Some banks are thinking about using their share of the bailout money to buy other banks. Bigger’s usually better in the financial world. Except, says commentator Robert Reich, for what that means to the rest of us.
Robert Reich: According to Treasury Secretary Hank Paulson, the biggest Wall Street banks now getting money from the government are just “too big to fail.”
Fed Chairman Ben Bernanke uses a different euphemism — he calls them “systemically critical.” The point is that if any one of them goes down, it could take the whole financial system with it. So we taxpayers have to keep them up.
We’re hearing the same argument elsewhere in Washington for saving General Motors. It’s just “too big to fail.” So Congress is considering a bailout that would keep GM afloat and sweeten a merger between GM and Chrysler.
Pardon me for asking, but if a company is too big to fail, maybe — just maybe — it’s too big, period.
We used to have public policies to prevent companies from getting too big. Does anyone remember antitrust laws? Somewhere along the line policymakers decided that antitrust would only be used where there was evidence a company had so much market power it could keep prices higher than otherwise.
We seem to have forgotten that the original purpose of antitrust law was also to prevent companies from becoming too powerful.
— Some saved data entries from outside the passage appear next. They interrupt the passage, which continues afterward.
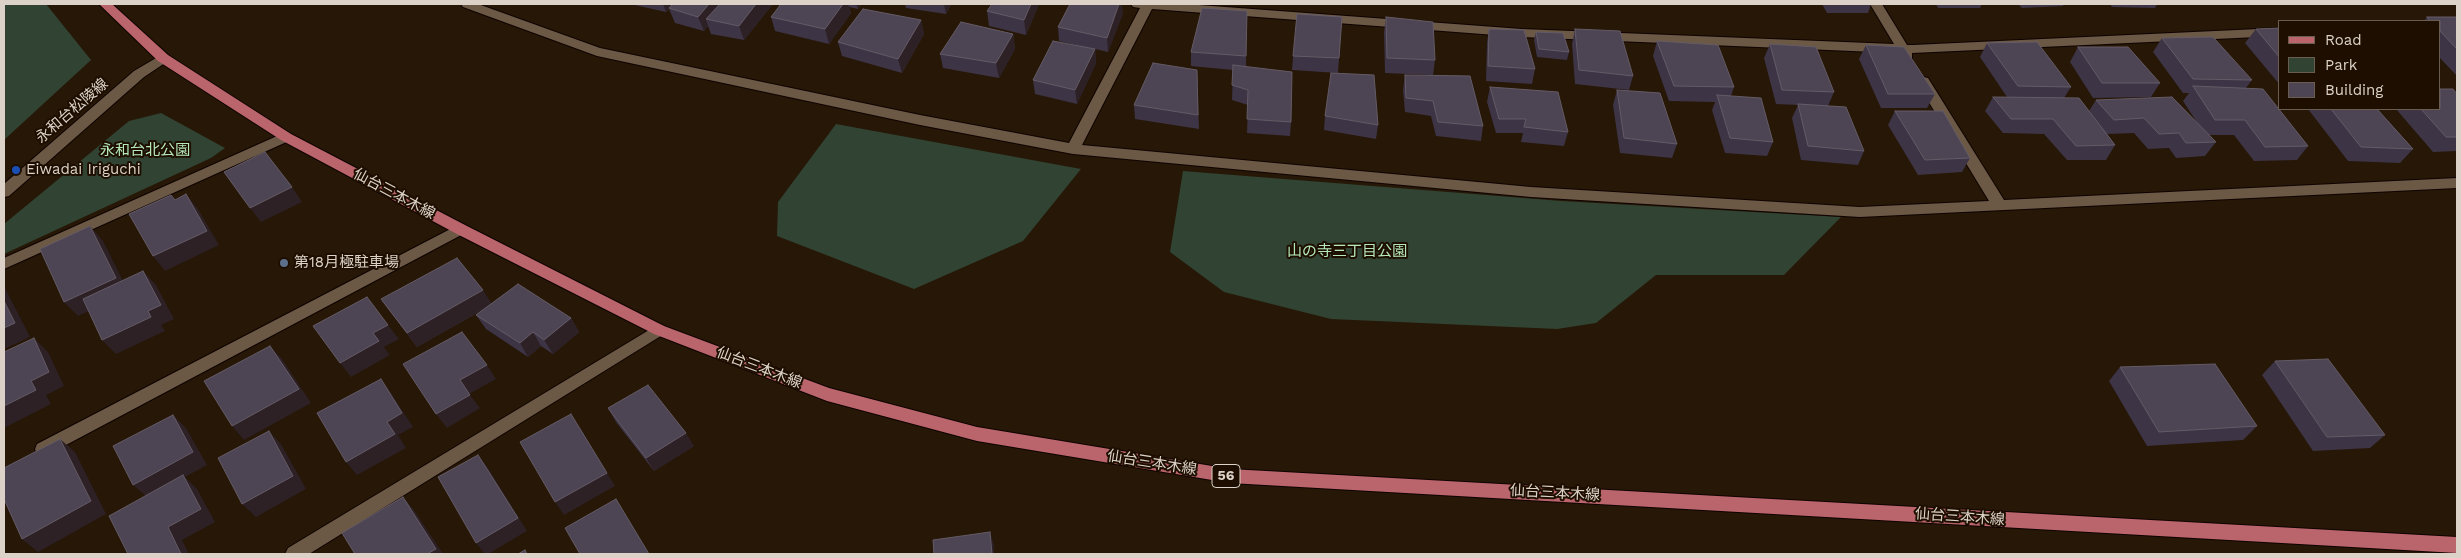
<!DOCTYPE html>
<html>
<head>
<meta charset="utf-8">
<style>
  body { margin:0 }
  #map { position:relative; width:2461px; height:558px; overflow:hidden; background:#261706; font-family:"Work Sans",sans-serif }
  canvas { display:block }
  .frame { position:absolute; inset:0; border:5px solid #dcd2c7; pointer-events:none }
  .legend { position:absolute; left:2278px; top:20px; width:162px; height:90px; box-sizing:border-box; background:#1d0e00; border:1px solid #695c50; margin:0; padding:6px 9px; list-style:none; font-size:15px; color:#dcd2c7 }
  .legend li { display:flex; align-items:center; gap:10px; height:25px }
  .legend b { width:25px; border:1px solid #695c50 }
</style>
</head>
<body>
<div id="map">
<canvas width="2461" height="558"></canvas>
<div class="frame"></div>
<ul class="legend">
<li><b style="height:6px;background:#ba656b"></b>Road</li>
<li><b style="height:14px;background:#314333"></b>Park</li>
<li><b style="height:14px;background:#4e4554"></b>Building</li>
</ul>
</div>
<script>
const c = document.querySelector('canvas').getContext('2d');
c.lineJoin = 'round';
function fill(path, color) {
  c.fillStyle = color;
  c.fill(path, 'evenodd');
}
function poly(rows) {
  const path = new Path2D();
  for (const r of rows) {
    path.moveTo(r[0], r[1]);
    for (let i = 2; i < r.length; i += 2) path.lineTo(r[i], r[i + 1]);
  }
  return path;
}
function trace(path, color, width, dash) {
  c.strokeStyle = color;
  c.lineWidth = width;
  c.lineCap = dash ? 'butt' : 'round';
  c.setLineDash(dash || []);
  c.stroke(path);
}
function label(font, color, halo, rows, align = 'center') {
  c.font = font + ' "Work Sans","Noto Sans JP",sans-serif';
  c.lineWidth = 4;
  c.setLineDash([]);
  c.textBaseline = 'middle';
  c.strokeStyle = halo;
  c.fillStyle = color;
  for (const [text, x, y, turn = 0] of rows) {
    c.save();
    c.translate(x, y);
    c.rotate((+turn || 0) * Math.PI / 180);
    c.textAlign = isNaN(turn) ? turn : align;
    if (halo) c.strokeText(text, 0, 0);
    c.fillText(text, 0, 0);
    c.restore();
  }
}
fill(poly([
  [4,4,46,4,91,60,4,140],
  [161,113,225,148,211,158,4,254,4,224,129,121],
  [836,124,1081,169,1023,241,914,289,777,236,778,202],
  [1183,171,1562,201,1841,217,1784,275,1656,275,1596,323,1557,329,1331,319,1224,292,1170,252]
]), '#314333');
const minor = poly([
  [461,4,478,4,600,48,920,115,1069,143,1140,8,1133,7,1131,4,1185,4,1522,29,1894,44,1870,4,1882,4,1907,45,1913,45,2280,28,2280,36,1912,53,1912,58,1907,59,1902,58,1899,53,1522,37,1152,9,1082,145,1531,187,1860,207,1989,201,1916,81,1923,77,1928,78,2004,200,2457,178,2457,188,1860,217,1531,197,1073,154,920,125,597,56,463,7,461,4],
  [163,54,169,58,168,61,144,77,9,196,4,197,4,184,134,71,163,54],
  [286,132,293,137,291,140,4,269,4,258,286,132],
  [460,224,465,225,467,229,465,233,49,454,43,456,37,454,35,449,37,444,460,224],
  [659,324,664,326,667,330,664,334,309,554,285,554,288,548,659,324]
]);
const major = poly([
  [99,4,112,4,168,55,291,134,465,225,664,326,829,388,977,427,1230,469,2457,537,2457,553,1230,483,977,441,827,401,654,334,455,233,281,140,158,61,99,4]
]);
trace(minor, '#0f0300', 2);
trace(major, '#0f0300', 2);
fill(minor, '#6b5946');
fill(major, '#ba656b');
fill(poly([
  [630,4,772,4,772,5,744,40,711,34,708,26,704,31,675,23,669,9,666,12],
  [781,4,861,4,858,9,849,7,851,13,829,44,775,31,771,17],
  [905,4,951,4,946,14,906,8],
  [1039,4,1026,35,989,26,987,11],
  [1822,4,1871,4,1868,13,1827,13],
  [1936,4,1982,4,1980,8,1938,8],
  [2018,4,2064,4,2063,6,2022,8],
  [2110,4,2157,4,2155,8,2112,7],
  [1247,11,1246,67,1291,122,1290,136,1247,133,1248,105,1232,100,1233,70,1191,66,1191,52],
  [1123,13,1108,52,1095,49,1096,63,1077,104,1035,94,1033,80,1080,46,1059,41,1058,27],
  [1342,17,1338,73,1292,70,1293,56],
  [1386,17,1435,60,1433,75,1385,73,1384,32],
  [2427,17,2457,17,2457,76,2440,58,2440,21,2424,21],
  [921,20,924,34,902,73,842,56,838,42],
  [2280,28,2280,85,2245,43,2256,29],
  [1489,29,1535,69,1532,84,1486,81,1487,43],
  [1575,29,1633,76,1629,90,1575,84,1572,44],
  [1536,32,1569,52,1567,60,1537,57,1534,40],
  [1013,34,1015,49,999,78,943,68,940,54],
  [2162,38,2252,80,2246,88,2308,146,2297,160,2254,161,2234,135,2208,135,2216,142,2205,156,2176,158,2169,148,2148,149,2134,133,2107,134,2115,145,2106,160,2067,160,2044,134,2003,133,1985,111,1993,97,2007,97,1980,57,1987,43,2071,87,2064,98,2089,111,2096,100,2198,124,2183,101,2189,93,2183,93,2153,52],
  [1657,41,1734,87,1731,96,1773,142,1767,156,1725,153,1712,110,1715,102,1669,101,1653,56],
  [1770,44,1834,92,1828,106,1864,151,1858,165,1801,160,1792,118,1798,105,1776,104,1764,58],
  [1866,45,1935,94,1927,108,1881,108,1859,59],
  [2078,47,2160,83,2151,97,2093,98,2070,62],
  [1197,70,1199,129,1135,119,1134,105],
  [1405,75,1483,126,1481,141,1436,136,1431,116,1405,112,1403,90],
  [1490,87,1568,132,1564,146,1521,142,1523,133,1496,133,1487,102],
  [1617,90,1677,144,1672,158,1620,153,1613,105],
  [2457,94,2457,151,2433,152,2396,109,2440,109],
  [2308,109,2377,109,2413,149,2400,163,2348,161],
  [1895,111,1970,158,1962,172,1918,175,1888,125],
  [1325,116,1378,125,1376,139,1324,130],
  [381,299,492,303,571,318,579,332,553,354,541,346,528,357,486,329,476,315,484,309,417,347],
  [2275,361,2385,435,2370,448,2313,451,2262,375],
  [2120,367,2257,426,2243,440,2147,446,2109,381],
  [608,408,694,446,654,471,616,422]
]), '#3d3446');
fill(poly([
  [663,4,674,4,666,12],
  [709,4,726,4,706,19,708,26,704,31,698,17],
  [756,4,772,4,772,5,744,40,739,26],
  [843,4,848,4,851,13,829,44,825,29],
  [856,4,861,4,858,9],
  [944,4,951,4,946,14],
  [1031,4,1039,4,1026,35,1024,20],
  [1119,4,1122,4,1123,13,1108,52,1107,38],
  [921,20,924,34,902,73,898,59],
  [1013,34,1015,49,999,78,996,63],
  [1095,49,1096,63,1077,104,1075,90],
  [292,187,302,202,261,222,250,208],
  [186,194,198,209,219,245,165,271,153,256],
  [90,226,103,241,129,293,78,316,64,302],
  [143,271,156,285,174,319,161,325,165,331,116,354,102,340],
  [4,286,30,337,4,349],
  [483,290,492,304,417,347,407,333],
  [571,318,579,332,553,354,544,340],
  [388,325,399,339,384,347,390,355,351,377,340,363,373,333],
  [533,332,541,346,528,357,520,343],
  [34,338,48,352,64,386,46,395,51,404,4,428,4,406,31,381],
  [270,346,282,359,311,403,244,440,232,426],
  [487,365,496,379,469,394,460,380],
  [381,379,391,393,413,427,398,435,406,448,357,475,346,462,387,422],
  [470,395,480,408,447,428,436,414],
  [173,415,186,428,207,465,185,477,197,489,215,522,182,540,189,554,181,554,148,498,133,485],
  [580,428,615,486,564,515,555,502],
  [269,431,281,444,306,489,256,517,242,504],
  [686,433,694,446,654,471,646,458],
  [60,439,75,452,106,514,38,552,22,539],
  [478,455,488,468,527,531,488,554,485,554,476,543],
  [403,497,414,510,443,554,427,554],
  [990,532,994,545,994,554,992,554]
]), '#2d2126');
const building = poly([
  [673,4,709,4,698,17,669,8,673,4],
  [720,4,756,4,739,26,706,19,720,4],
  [781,4,843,4,825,29,771,17,781,4],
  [992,4,1031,4,1024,20,987,11,992,4],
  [1070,4,1119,4,1107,38,1058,27,1070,4],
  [1202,8,1247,11,1246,56,1191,52,1202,8],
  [863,9,921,20,898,59,838,42,863,9],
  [1297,14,1342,17,1339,58,1293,56,1297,14],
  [1386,17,1433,22,1435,60,1387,58,1386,17],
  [2427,17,2457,17,2457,49,2440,31,2440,21,2430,21,2427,17],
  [961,22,1013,34,996,63,940,54,961,22],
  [2280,28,2280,58,2256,29,2280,28],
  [1489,29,1524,30,1535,69,1488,66,1489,29],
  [1575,29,1620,31,1633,76,1579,70,1575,29],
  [1536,32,1563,33,1569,52,1539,49,1536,32],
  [2213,37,2252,80,2193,79,2162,38,2213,37],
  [1053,41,1095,49,1075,90,1033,80,1053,41],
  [1657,41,1718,45,1734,87,1674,86,1657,41],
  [2037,42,2071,87,2018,86,1987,43,2037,42],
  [1770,44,1816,47,1834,92,1782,90,1770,44],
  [1866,45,1904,47,1935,94,1888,94,1866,45],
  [2078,47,2128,47,2160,83,2102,83,2078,47],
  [1153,63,1197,70,1198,115,1134,105,1153,63],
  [1233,65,1292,72,1291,122,1247,119,1248,90,1232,85,1233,65],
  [1331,73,1374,75,1378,125,1325,116,1331,73],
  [1405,75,1470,76,1483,126,1438,122,1433,101,1406,98,1405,75],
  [2193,86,2263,89,2308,146,2265,147,2245,120,2215,120,2193,86],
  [1490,87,1558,92,1568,132,1524,127,1526,119,1499,119,1490,87],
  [2440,89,2453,89,2457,94,2457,137,2446,137,2421,109,2440,109,2440,89],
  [1617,90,1660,93,1677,144,1624,138,1617,90],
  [1717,95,1761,98,1773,142,1730,138,1717,95],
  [1993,97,2079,98,2115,145,2076,146,2053,119,2011,119,1993,97],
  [2172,97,2216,142,2186,143,2179,133,2159,134,2144,118,2114,120,2096,100,2172,97],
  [1798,104,1846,107,1864,151,1808,146,1798,104],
  [2331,109,2377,109,2413,149,2361,147,2331,109],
  [1895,111,1943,111,1970,158,1925,160,1895,111],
  [265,152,292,187,250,208,224,172,265,152],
  [186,194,207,231,153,256,129,214,171,195,175,200,186,194],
  [90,226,116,278,64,302,40,249,90,226],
  [457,258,483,290,407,333,381,299,457,258],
  [143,271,161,305,148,311,151,317,102,340,83,299,143,271],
  [518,284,571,318,544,340,533,332,520,343,476,315,518,284],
  [367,297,388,325,373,333,379,341,340,363,313,326,367,297],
  [4,301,15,323,4,328,4,301],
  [462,332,487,365,460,380,470,395,436,414,403,364,462,332],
  [34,338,49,372,31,381,36,390,4,406,4,370,5,370,4,366,4,352,34,338],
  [270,346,299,389,232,426,204,381,270,346],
  [2328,359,2385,435,2327,437,2275,361,2328,359],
  [2215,364,2257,426,2159,432,2120,367,2215,364],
  [381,379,402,413,387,422,395,434,346,462,317,413,381,379],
  [648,385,686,433,646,458,608,408,648,385],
  [571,414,607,473,555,502,520,442,571,414],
  [173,415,193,452,133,485,113,446,173,415],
  [269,431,293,476,242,504,218,458,269,431],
  [60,439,91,501,22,539,4,499,4,468,60,439],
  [478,455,518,518,476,543,438,477,478,455],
  [183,475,201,509,168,527,181,554,128,554,109,516,183,475],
  [403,497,436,549,427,554,355,554,342,533,403,497],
  [616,499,649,554,580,554,565,528,616,499],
  [990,532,992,554,934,554,933,540,990,532],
  [525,550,527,554,518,554,525,550]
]);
fill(building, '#4e4554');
trace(building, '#645b66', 1);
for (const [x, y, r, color] of [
  [16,170,5,"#1a4fb4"],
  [284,263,5,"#5c6f8a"]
]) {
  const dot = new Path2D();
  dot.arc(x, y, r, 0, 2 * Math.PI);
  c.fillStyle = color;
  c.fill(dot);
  trace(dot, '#1d0e00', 2);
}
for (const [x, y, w] of [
  [1226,476,28]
]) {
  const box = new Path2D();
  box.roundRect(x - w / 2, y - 11.5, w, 23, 4);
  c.fillStyle = '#1d0e00';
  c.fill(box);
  trace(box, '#dcd2c7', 1);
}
label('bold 14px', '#dcd2c7', null, [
  ["56",1226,476]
]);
label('15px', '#dcd2c7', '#1d0e00', [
  ["永和台松陵線",72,111,-41],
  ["仙台三本木線",394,194,28],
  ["仙台三本木線",759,368,21],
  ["仙台三本木線",1152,463,9],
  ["仙台三本木線",1555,493,3],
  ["仙台三本木線",1960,517,4]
]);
label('15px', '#b4e8b9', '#1d0e00', [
  ["永和台北公園",145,151],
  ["山の寺三丁目公園",1347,252]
]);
label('15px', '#dcd2c7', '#1d0e00', [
  ["Eiwadai Iriguchi",26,170],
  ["第18月極駐車場",294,263]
], 'left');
</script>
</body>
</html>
Too powerful in that so many other companies depended on them, so many jobs turned on them and so many consumers or investors or depositors needed them, that the economy as a whole would be endangered if they failed. Too powerful in that they could wield inordinate political influence of a sort that might gain them extra favors from Washington.
Maybe the biggest irony today is that Washington policymakers who are funneling taxpayer dollars to these too-big-to-fail companies are simultaneously pushing them to consolidate into even bigger companies. They’ve prodded Bank of America to take over Merrill Lynch and Countrywide. JPMorgan to acquire Washington Mutual and Bear Stearns. And now they’re urging General Motors to absorb Chrysler.
So we’re ending up with even bigger giants, with even more power over the economy and politics, subsidized by taxpayers and guaranteed never to fail because they’re just — too big!